I’ve been picking at this Band-Aid for the last several minutes while I’ve been typing and the damn thing won’t come off. Ouch. There. Do some adhesives actually get stronger with age?

(Regarding mercury thermometers: Really, you don’t want to mess with these. When I was in college, I broke one while trying to shake it down. Hundreds of tiny mercury globules buried themselves amongst my blankets and rolled across the floor. I was aghast. After much labor I corralled them all in a dustpan or something and then disposed of them. But how? I DON’T REMEMBER. There were no hazardous waste collection days back then. Heaven help me, I may have committed water pollution by mercury. Surpassing my astonishment that so many droplets could come out of one thermometer was my fear that I’d die within the week from mercury poisoning. I was an accomplished hypochondriac in those days.)

Beyond the usual collection of expired stuff, I’ve found other oddities. There is, for example, a single condom, which seems to reflect a lack of ambition on my part. It looks lonely; perhaps it’s longing for its natural habitat, a teenage boy’s ratty wallet. It’s hard to tell how old this condom might be, since its packet bears no expiration date. It certainly is nowhere near its prime, but then neither am I. Both of us have outlived our original raisons d’être, I suspect.

I did find an expiration date on my bottle of Chigger-Rid, but I’m not falling for it. Chigger-Rid can’t possibly lose its potency. I mean, it’s basically nail polish sans the truly toxic ingredients, like toluene. No way am I getting rid of Chigger-Rid. It’s worth its weight in gold, and you can’t count on finding it in stock when you’re itching so badly you’d knock over a child on crutches to procure a bottle. You’ve got to have this stuff ready to go as soon as the misery of a chigger bite begins to dig its way into your consciousness. If you wait, you’re courting insanity. (For more on chiggers, see Calvin Trillin’s many anti-chigger screeds, but also this article with a superb double lead I wish I’d written.)

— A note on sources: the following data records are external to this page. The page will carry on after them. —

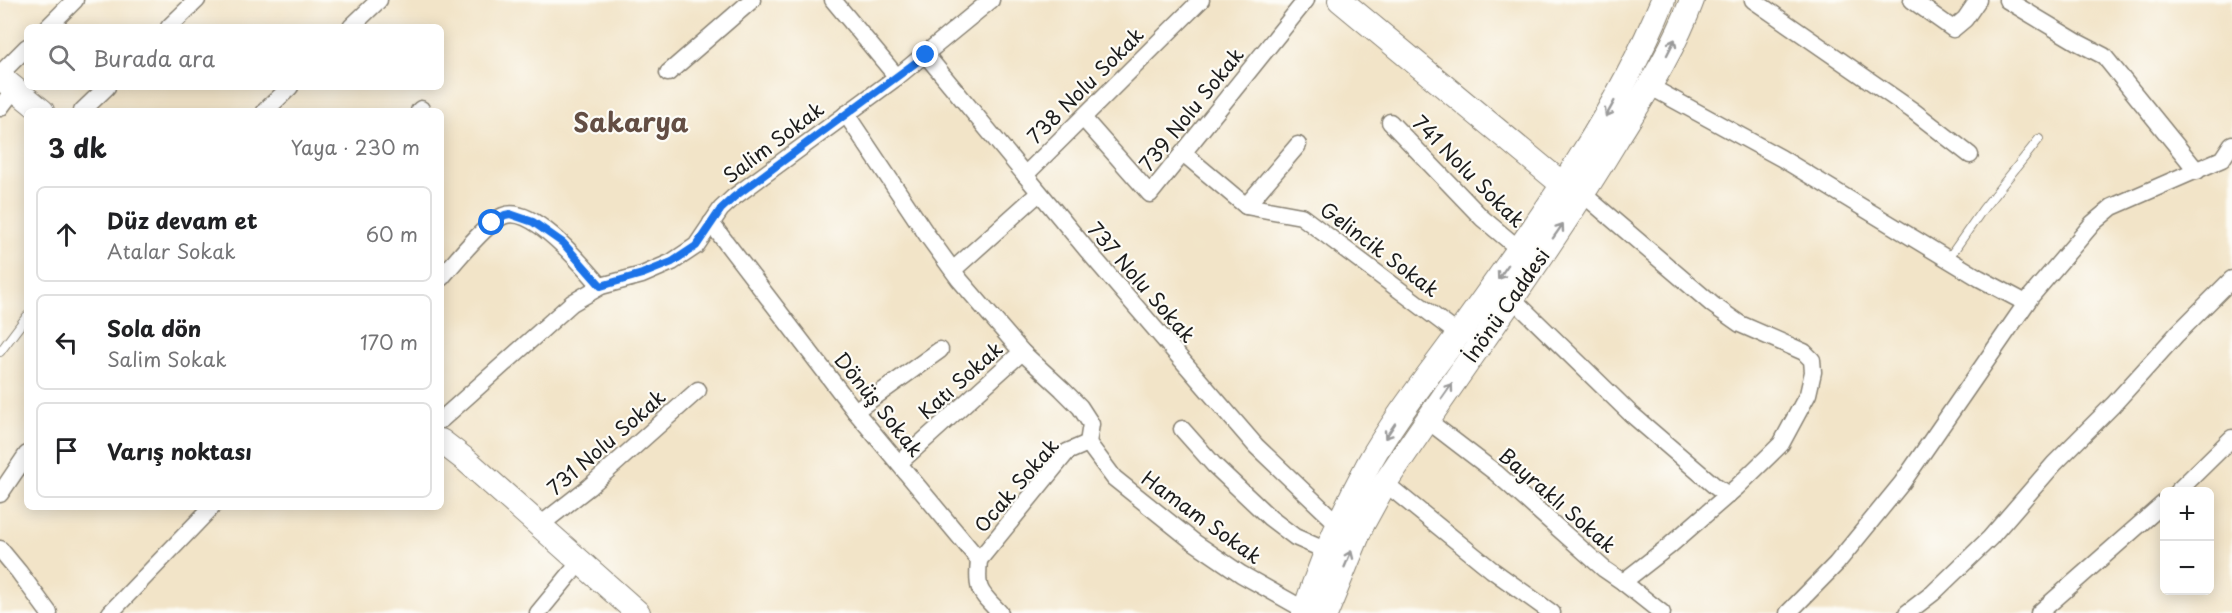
<!DOCTYPE html>
<html lang="tr">
<meta charset="utf-8">
<style>
:root{--surface:#fff;--page:#f6f6f6;--text:#202124;--muted:#757577;--line:#e0e0e0}
body{margin:0;font-family:"Playpen Sans",sans-serif;background:var(--page);color:var(--text)}
.controls{position:absolute;right:18px;bottom:18px;display:grid;overflow:hidden;border-radius:9px;box-shadow:0 3px 15px #0003}
.controls button{width:54px;height:54px;display:grid;place-items:center;padding:0;border:0;border-bottom:2px solid var(--line);background:var(--surface);color:var(--text);font:30px sans-serif}
.stop{position:absolute;width:18px;height:18px;margin:-14px;border:4px solid #1a73e8;border-radius:50%;background:#fff}
.stop.end{background:#1a73e8;border-color:#fff;box-shadow:0 2px 6px #0008}
.list{margin:0;padding:0;list-style:none}
h2{display:flex;justify-content:space-between;align-items:center;height:78px;margin:0;padding:0 24px;font-size:26px}
h2 small{font-size:20px;font-weight:400;color:var(--muted)}
.list li{display:grid;grid-template-columns:39px 1fr auto;gap:18px;align-items:center;box-sizing:border-box;height:96px;margin:0 12px 12px;padding:0 12px;border:2px solid var(--line);border-radius:9px}
.list b{display:block;font-size:22px;white-space:nowrap}
.list p{margin:0;font-size:20px;white-space:nowrap;color:var(--muted)}
.list em{font-size:20px;font-style:normal;color:var(--muted)}
.icon{flex:none;width:33px;height:33px;fill:none;stroke:currentColor;stroke-width:2;stroke-linecap:round;stroke-linejoin:round}
.map{position:relative;flex:none;width:2232px;height:613px;overflow:hidden}
.search{position:absolute;background:var(--surface);box-shadow:0 3px 15px #0003;left:24px;top:24px;width:420px;height:66px;display:flex;align-items:center;gap:15px;box-sizing:border-box;padding:0 21px;border-radius:9px;color:var(--muted);font-size:22px}
.panel{position:absolute;background:var(--surface);box-shadow:0 3px 15px #0003;left:24px;top:108px;width:420px;height:402px;border-radius:9px}
.map>svg:first-child{display:block}
.lines{fill:none;stroke-linecap:round;stroke-linejoin:round}
.lane-casing{stroke:#878072;stroke-width:10}
.street-casing{stroke:#878072;stroke-width:19}
.secondary-casing{stroke:#878072;stroke-width:26}
.lane{stroke:#fff;stroke-width:8}
.street{stroke:#fff;stroke-width:16}
.secondary{stroke:#fff;stroke-width:24}
.oneway{stroke:#999}
.route{stroke:#1a73e8;stroke-width:8}
.labels{text-anchor:middle;dominant-baseline:central;stroke-width:4.5;stroke-linejoin:round;paint-order:stroke}
.street-label{font-size:20px;fill:#1c1c1c;stroke:#fdfcf7}
.district-label{font-size:26px;font-weight:bold;fill:#634e44;stroke:#fdfcf7}
</style>
<div class="map">
<svg width="2232" height="613" viewBox="0 0 2232 613">
<rect width="100%" height="100%" fill="#fdfcf7"/>
<filter id="ink" filterUnits="userSpaceOnUse"><feTurbulence type="fractalNoise" baseFrequency=".0167" numOctaves="2"/><feDisplacementMap in="SourceGraphic" scale="12" xChannelSelector="R" yChannelSelector="G"/><feConvolveMatrix kernelMatrix="1 2 1 2 8 2 1 2 1" color-interpolation-filters="sRGB"/></filter>
<filter id="wash" filterUnits="userSpaceOnUse"><feTurbulence type="fractalNoise" baseFrequency=".008" numOctaves="4" result="noise"/><feDisplacementMap in="SourceGraphic" scale="24" xChannelSelector="R" yChannelSelector="G"/><feGaussianBlur stdDeviation="1.35" result="paint"/><feColorMatrix in="noise" values="0 0 0 0 0 0 0 0 0 0 0 0 0 0 0 0 0 1.4 0 .05"/><feComposite in="paint" operator="in"/></filter>
<g filter="url(#wash)">
<rect width="100%" height="100%" fill="#f2e4c8"/>
</g>
<g filter="url(#ink)">
<g class="lines">
<g class="lane-casing">
<g id="lane">
<polyline points="1948,259 1983,209 2039,139"/>
<polyline points="0,352 27,316"/>
</g>
</g>
<g class="street-casing">
<g id="street">
<polyline points="833,0 897,77"/>
<polyline points="1753,0 1912,110 1970,155"/>
<polyline points="1912,0 1953,29 1965,19 1978,0"/>
<polyline points="2007,0 2077,42 2104,56 2197,171"/>
<polyline points="48,27 75,0"/>
<polyline points="169,27 197,0"/>
<polyline points="351,27 379,0"/>
<polyline points="926,55 1087,250 1256,446 1339,525"/>
<polyline points="668,73 752,0"/>
<polyline points="0,74 27,47"/>
<polyline points="1649,86 1781,158 1979,278 2026,303"/>
<polyline points="0,108 15,88"/>
<polyline points="82,111 107,87"/>
<polyline points="265,111 290,87"/>
<polyline points="419,111 421,109"/>
<polyline points="846,114 927,235 959,279 1022,352 1062,389 1080,407 1091,424 1088,443"/>
<polyline points="1083,118 1150,194 1306,0"/>
<polyline points="1390,122 1482,218 1519,249"/>
<polyline points="1183,153 1246,206 1301,216 1458,334"/>
<polyline points="1025,175 1201,0"/>
<polyline points="1583,194 1713,305 1740,324 1804,352 1812,360 1813,372 1808,394 1781,444 1737,487 1668,547 1623,582"/>
<polyline points="1246,206 1298,145"/>
<path d="M711 223 855 411 979 560C976 591 979 591 1000 613"/>
<polyline points="953,270 1039,193"/>
<path d="M441 278C455 262 485 224 503 216 532 203 584 267 601 286"/>
<polyline points="1512,298 1630,413 1716,487 1728,495"/>
<polyline points="855,411 940,350"/>
<polyline points="441,420 572,303 601,286 642,275 672,262 696,246 721,209 734,197 897,77 991,0"/>
<polyline points="1427,420 1496,473 1604,569 1623,582 1662,613"/>
<polyline points="1182,429 1214,465 1270,518 1295,537 1327,551"/>
<polyline points="1088,443 1114,478 1194,542 1241,574 1305,610"/>
<polyline points="899,463 1022,352"/>
<polyline points="1385,483 1492,570 1552,613"/>
<polyline points="2177,492 2232,438"/>
<polyline points="0,494 27,454"/>
<polyline points="539,526 589,487 698,390"/>
<polyline points="0,549 19,572 49,613"/>
<polyline points="979,560 1067,452 1088,443"/>
<polyline points="110,613 212,507"/>
<polyline points="538,613 580,562"/>
<polyline points="1788,613 1836,564 1902,483 2032,295 2093,223 2112,207 2222,159 2232,144"/>
<polyline points="1907,613 1933,593 1990,538 2054,464 2113,405 2177,334 2232,279"/>
<polyline points="2039,613 2164,503"/>
</g>
</g>
<g class="secondary-casing">
<g id="secondary">
<polyline points="1340,0 1562,184"/>
<polyline points="0,77 42,111"/>
<polyline points="441,441 467,461 638,613"/>
<path d="M1304 613C1321 561 1343 511 1369 463 1395 417 1429 375 1460 332 1535 227 1614 121 1663 0"/>
<path d="M1326 613 1362 525 1385 483C1461 368 1545 258 1616 140 1644 95 1674 50 1692 0"/>
</g>
</g>
<use href="#lane" class="lane"/>
<use href="#street" class="street"/>
<use href="#secondary" class="secondary"/>
</g>
<defs><path id="oneway-shaft" d="M-6 0H5M1.5-3L5.5 0L1.5 3" fill="none" stroke-width="1.6" stroke-linecap="round" stroke-linejoin="round" transform="scale(1.5)"/></defs>
<g class="oneway">
<use href="#oneway-shaft" transform="translate(1671 47) rotate(-63)"/>
<use href="#oneway-shaft" transform="translate(1610 109) rotate(119)"/>
<use href="#oneway-shaft" transform="translate(1558 231) rotate(-55)"/>
<use href="#oneway-shaft" transform="translate(1503 272) rotate(125)"/>
<use href="#oneway-shaft" transform="translate(1447 391) rotate(-55)"/>
<use href="#oneway-shaft" transform="translate(1390 431) rotate(124)"/>
<use href="#oneway-shaft" transform="translate(1348 559) rotate(-67)"/>
</g>
</g>
<g class="lines" filter="url(#ink)">
<polyline class="route" points="492,223 505,215 510,214 533,222 563,243 601,286 642,274 672,262 696,246 721,209 734,197 926,55"/>
</g>
<g class="labels">
<g class="street-label">
<text transform="translate(1085 85) rotate(-45)">738 Nolu Sokak</text>
<text transform="translate(1191 109) rotate(-51)">739 Nolu Sokak</text>
<text transform="translate(773 142) rotate(-37)">Salim Sokak</text>
<text transform="translate(1469 171) rotate(45)">741 Nolu Sokak</text>
<text transform="translate(1380 249) rotate(37)">Gelincik Sokak</text>
<text transform="translate(1142 282) rotate(49)">737 Nolu Sokak</text>
<text transform="translate(1506 305) rotate(-55)">İnönü Caddesi</text>
<text transform="translate(960 380) rotate(-42)">Katı Sokak</text>
<text transform="translate(879 404) rotate(51)">Dönüş Sokak</text>
<text transform="translate(606 442) rotate(-41)">731 Nolu Sokak</text>
<text transform="translate(1016 485) rotate(-49)">Ocak Sokak</text>
<text transform="translate(1558 500) rotate(41)">Bayraklı Sokak</text>
<text transform="translate(1202 517) rotate(36)">Hamam Sokak</text>
</g>
<g class="district-label">
<text x="631" y="121">Sakarya</text>
</g>
</g>
</svg>
<div class="controls">
<button>+</button>
<button>−</button>
</div>
<div class="stop" style="left:492px;top:223px"></div>
<div class="stop end" style="left:926px;top:55px"></div>
<div class="search"><svg class="icon" aria-label="search" viewBox="0 0 24 24"><circle cx="10" cy="10" r="6"/><path d="M15 15l6 6"/></svg>Burada ara</div>
<section class="panel">
<h2>3 dk<small>Yaya · 230 m</small></h2>
<ul class="list">
<li><svg class="icon" aria-label="ahead" viewBox="0 0 24 24"><path d="M12 20V5M6 11l6-6 6 6"/></svg><div><b>Düz devam et</b><p>Atalar Sokak</p></div><em>60 m</em></li>
<li><svg class="icon" aria-label="left" viewBox="0 0 24 24"><path d="M17 20v-9H6M10 6l-5 5 5 5"/></svg><div><b>Sola dön</b><p>Salim Sokak</p></div><em>170 m</em></li>
<li><svg class="icon" aria-label="arrive" viewBox="0 0 24 24"><path d="M6 21V4h12l-3 4 3 4H6"/></svg><div><b>Varış noktası</b></div></li>
</ul>
</section>
</div>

In going through my travel bag I rediscovered a little plastic digital travel clock/alarm that I’ve owned for at least 30 years and that I used on many, many vacations. The display is still working, and working accurately. Yet I know for a fact that I’ve never replaced the battery, which is a Sharp. From what I can tell online, Sharp doesn’t make AAA batteries any more, but if I ever see any, I’m stocking up. (Although my diligent little alarm will never be famous, it puts me in mind of the famous Livermore Light Bulb, the world’s longest-lasting, which has been burning for 113 years and has its own guestbook, website, and webcam.)

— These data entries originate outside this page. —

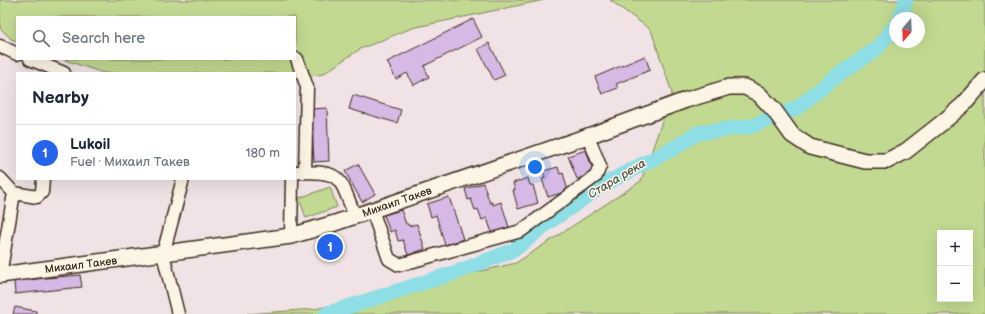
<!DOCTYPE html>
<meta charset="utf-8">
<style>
body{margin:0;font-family:"Balsamiq Sans",sans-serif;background:#f2f2f3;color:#1f2937}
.controls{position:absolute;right:12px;bottom:12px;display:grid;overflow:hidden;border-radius:0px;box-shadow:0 4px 16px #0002}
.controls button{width:36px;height:36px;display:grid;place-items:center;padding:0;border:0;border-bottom:1px solid #e0e1e3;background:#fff;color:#1f2937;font:20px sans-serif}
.compass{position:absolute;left:889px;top:12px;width:36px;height:36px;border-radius:50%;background:#fff;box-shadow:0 4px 16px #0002;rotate:199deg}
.you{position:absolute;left:535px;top:167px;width:14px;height:14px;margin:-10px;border:3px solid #fff;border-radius:50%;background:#1a73e8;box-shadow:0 0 0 6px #1a73e833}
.badge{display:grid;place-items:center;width:26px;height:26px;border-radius:50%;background:#2563eb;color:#fff;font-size:13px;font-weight:700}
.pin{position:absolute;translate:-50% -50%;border:2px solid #fff;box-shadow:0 1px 4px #0006}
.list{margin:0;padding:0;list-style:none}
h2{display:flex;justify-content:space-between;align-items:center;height:52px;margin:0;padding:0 16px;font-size:17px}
h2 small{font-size:13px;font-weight:400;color:#747a83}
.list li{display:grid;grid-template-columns:26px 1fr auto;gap:12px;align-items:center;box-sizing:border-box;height:56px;padding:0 16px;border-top:1px solid #e0e1e3}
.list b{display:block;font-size:15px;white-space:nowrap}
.list p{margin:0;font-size:13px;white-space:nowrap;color:#747a83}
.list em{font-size:13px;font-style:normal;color:#747a83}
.icon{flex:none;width:22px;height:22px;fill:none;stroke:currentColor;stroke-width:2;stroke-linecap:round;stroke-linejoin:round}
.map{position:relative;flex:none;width:985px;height:314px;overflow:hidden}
.search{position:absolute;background:#fff;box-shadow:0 4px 16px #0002;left:16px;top:16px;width:280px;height:44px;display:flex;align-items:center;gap:10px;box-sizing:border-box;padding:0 14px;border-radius:0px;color:#747a83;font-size:15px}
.panel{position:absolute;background:#fff;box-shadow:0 4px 16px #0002;left:16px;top:72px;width:280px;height:108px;border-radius:0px}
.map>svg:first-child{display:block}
</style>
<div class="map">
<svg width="985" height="314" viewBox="0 0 985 314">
<rect width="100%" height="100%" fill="#f1e3e5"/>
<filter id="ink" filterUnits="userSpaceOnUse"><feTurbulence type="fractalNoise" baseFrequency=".025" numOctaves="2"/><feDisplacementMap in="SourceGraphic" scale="8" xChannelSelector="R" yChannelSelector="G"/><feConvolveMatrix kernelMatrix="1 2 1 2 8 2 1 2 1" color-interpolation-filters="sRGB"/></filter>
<g filter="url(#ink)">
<path fill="#c1d990" stroke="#7e8257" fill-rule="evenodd" d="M0 0H544L412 28 360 49 323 74 295 79V73H103L62 59H295V17H17V41L11 39 0 28Z
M610 0H985V314H247L315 309 516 263 641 181 672 93 651 30ZM895 18H919V42H895ZM940 233H970V299H940Z
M330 187 337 207 306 218 299 198Z"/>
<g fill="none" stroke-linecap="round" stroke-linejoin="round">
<path stroke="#8ddee5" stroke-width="15" d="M900 18 906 0
M326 314 457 272 514 250 545 225 603 185 674 148 697 133 752 126 797 108 834 78 876 49 895 26"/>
</g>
<path fill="#d7b9e6" stroke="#3b2a1e" d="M473 19 482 37 424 66 429 77 414 85 407 73 396 79 387 62Z
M489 43 505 75 494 80 478 49Z
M645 56 650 70 616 84 618 88 602 94 595 77Z
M353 95 401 110 397 123 349 109Z
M327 108 329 161 314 162 311 109Z
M586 150 594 173 577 179 568 156Z
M358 164 375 194 362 202 345 171Z
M558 167 560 174 563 173 568 191 548 197 542 179 545 178 543 171Z
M528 178 530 185H533L538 203 518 209 513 190H515L513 183Z
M483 183 490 203 492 202 493 205 501 202 509 227 492 233 487 218 482 220 478 209 475 210 471 199 468 200 465 189Z
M449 197 463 239 445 245 436 215 431 217 427 204Z
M401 210 406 224H408L409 226 417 224 425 249 408 255 403 240 398 241 395 230 390 232 384 215Z
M80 275 82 287 15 294 14 281Z
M15 307 36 311V314H13Z"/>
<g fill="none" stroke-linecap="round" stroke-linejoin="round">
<g stroke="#3b2a1e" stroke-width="15">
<path id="minor" d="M0 46 17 54
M30 59 64 73
M297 59 307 87 305 172
M295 172C343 172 338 174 355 216
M0 178 14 193 0 275
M14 193 37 197 42 192 43 179
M372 210 389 259 399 265 521 231 596 176 600 166 588 136
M291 236 292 179
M178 314 163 254 183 179"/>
</g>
<g stroke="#3b2a1e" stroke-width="18">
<path id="major" d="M0 275 291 236 335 223 588 136 686 100 729 87H745L759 94 774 110 792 135 810 147 865 161H887L906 151 943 122 964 104 985 80"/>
</g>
<use href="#minor" stroke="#fcf5e5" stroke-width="12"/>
<use href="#major" stroke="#fcf5e5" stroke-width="15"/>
</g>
</g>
<g text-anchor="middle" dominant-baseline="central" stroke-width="3" stroke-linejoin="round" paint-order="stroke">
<g font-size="11" fill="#3b2a1e" stroke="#fcf5e5">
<text transform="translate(397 202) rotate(-19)">Михаил Такев</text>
<text transform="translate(81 265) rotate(-7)">Михаил Такев</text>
</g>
<g font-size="12" font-style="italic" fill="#505750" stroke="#fcf5e5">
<text transform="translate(617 179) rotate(-31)">Стара река</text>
</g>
</g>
</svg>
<div class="controls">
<button>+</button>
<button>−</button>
</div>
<svg class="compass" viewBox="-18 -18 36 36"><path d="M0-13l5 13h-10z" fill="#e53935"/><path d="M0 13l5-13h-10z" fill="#747a83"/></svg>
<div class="you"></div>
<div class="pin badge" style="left:330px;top:247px">1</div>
<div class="search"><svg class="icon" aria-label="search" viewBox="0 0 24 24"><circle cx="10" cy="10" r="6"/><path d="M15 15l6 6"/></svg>Search here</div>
<section class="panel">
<h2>Nearby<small></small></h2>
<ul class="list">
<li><span class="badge">1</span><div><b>Lukoil</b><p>Fuel · Михаил Такев</p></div><em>180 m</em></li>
</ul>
</section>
</div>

Speaking of light bulbs, I found in my nightstand drawer something that I cannot fathom. It’s a cardboard rectangle with a little blister pack containing two tiny things. Each of the tiny things resembles four minuscule beads stacked atop a metal prong. Apparently they’re the world’s tiniest light bulbs, for the cardboard says “2 Bonus Lamps.” It seems quite confident about this. The packaging, which bears only the logo of the American Red Cross, assures me “Belt Holster Included” and “Emergency Preparedness Checklist Enclosed.” Naturally, I found neither a belt holster, nor an emergency preparedness checklist, nor anything into which one would conceivably insert such tiny bulbs (including a belt; indeed, the promise of a belt holster would seem to presume the existence of a belt, but for what?). If anyone can shed some light—a very, very small bit of light will do—on what these bulbs might be for, please let me know. They’re haunting me, and I feel terribly unprepared.